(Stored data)
-=-=-

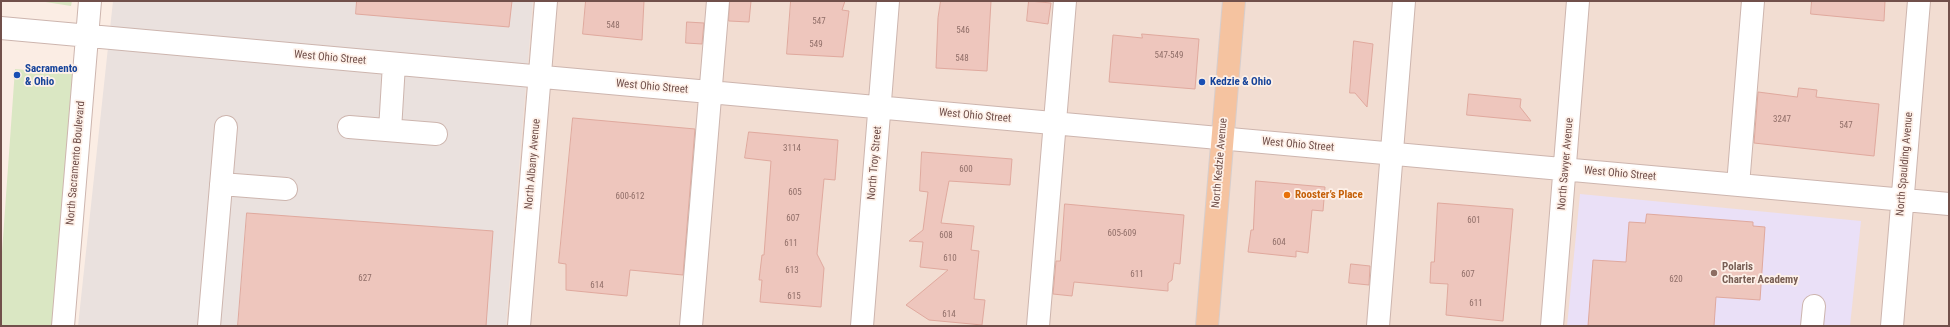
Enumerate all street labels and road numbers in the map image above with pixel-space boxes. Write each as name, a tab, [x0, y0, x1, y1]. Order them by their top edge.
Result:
street label: West Ohio Street	[293, 48, 367, 68]
street label: West Ohio Street	[615, 77, 689, 97]
street label: North Sacramento Boulevard	[64, 100, 88, 226]
street label: West Ohio Street	[938, 106, 1012, 126]
street label: North Spaulding Avenue	[1894, 112, 1916, 216]
street label: North Kedzie Avenue	[1209, 117, 1231, 209]
street label: North Sawyer Avenue	[1555, 117, 1577, 211]
street label: North Albany Avenue	[522, 118, 544, 210]
street label: North Troy Street	[865, 126, 885, 200]
street label: West Ohio Street	[1261, 135, 1335, 155]
street label: West Ohio Street	[1583, 164, 1657, 184]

-=-=-

**TASK PROMPT**
Reproduce the data verbatim and omit each image.

**ANSWER SPACE**
Enumerate all street labels and road numbers in the map image above with pixel-space boxes. Write each as name, a tab, [x0, y0, x1, y1]. Order them by their top edge.
Result:
street label: West Ohio Street	[293, 48, 367, 68]
street label: West Ohio Street	[615, 77, 689, 97]
street label: North Sacramento Boulevard	[64, 100, 88, 226]
street label: West Ohio Street	[938, 106, 1012, 126]
street label: North Spaulding Avenue	[1894, 112, 1916, 216]
street label: North Kedzie Avenue	[1209, 117, 1231, 209]
street label: North Sawyer Avenue	[1555, 117, 1577, 211]
street label: North Albany Avenue	[522, 118, 544, 210]
street label: North Troy Street	[865, 126, 885, 200]
street label: West Ohio Street	[1261, 135, 1335, 155]
street label: West Ohio Street	[1583, 164, 1657, 184]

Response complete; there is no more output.